Data in this exercise START

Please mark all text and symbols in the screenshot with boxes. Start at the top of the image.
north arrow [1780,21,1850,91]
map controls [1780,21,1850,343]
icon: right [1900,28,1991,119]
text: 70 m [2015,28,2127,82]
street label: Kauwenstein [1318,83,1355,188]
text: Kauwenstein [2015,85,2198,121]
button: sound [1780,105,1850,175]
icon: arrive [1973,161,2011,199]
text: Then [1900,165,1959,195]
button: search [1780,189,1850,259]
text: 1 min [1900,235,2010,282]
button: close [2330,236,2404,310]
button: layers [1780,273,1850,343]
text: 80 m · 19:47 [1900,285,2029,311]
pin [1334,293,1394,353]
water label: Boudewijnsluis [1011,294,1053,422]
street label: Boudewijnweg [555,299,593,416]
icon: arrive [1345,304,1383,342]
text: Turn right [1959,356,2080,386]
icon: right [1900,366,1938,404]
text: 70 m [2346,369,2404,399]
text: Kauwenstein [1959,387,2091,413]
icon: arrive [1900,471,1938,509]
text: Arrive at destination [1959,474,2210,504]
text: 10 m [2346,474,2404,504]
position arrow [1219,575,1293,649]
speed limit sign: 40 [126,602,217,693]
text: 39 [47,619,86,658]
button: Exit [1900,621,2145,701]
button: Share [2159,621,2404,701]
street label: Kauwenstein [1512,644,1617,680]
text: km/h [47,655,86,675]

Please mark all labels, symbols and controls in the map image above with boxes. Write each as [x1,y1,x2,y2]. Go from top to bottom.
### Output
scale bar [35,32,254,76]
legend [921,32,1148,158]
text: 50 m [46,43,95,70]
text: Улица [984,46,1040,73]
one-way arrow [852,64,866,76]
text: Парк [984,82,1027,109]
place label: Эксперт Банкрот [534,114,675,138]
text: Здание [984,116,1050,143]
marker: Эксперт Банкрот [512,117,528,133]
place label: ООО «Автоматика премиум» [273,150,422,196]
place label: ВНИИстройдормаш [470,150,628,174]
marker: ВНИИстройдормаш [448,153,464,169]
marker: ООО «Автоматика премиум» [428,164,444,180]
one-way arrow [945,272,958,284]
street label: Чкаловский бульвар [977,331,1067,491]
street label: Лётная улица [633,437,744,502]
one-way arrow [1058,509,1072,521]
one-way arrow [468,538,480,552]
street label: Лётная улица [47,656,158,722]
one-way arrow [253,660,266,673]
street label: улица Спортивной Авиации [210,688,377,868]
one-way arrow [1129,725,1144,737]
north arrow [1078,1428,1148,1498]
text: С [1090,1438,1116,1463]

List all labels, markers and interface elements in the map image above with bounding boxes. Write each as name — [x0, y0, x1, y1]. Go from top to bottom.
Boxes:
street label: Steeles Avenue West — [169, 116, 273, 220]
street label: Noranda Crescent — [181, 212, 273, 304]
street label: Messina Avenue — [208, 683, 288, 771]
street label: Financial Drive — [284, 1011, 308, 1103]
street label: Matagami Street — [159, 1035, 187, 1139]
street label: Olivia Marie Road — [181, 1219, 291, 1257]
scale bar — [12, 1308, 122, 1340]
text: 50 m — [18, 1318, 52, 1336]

Data in this exercise END

Search the data for the string "above" and copy out every line where it is found.

Result of the task -
Please mark all labels, symbols and controls in the map image above with boxes. Write each as [x1,y1,x2,y2]. Go from top to bottom.
List all labels, markers and interface elements in the map image above with bounding boxes. Write each as name — [x0, y0, x1, y1]. Go from top to bottom.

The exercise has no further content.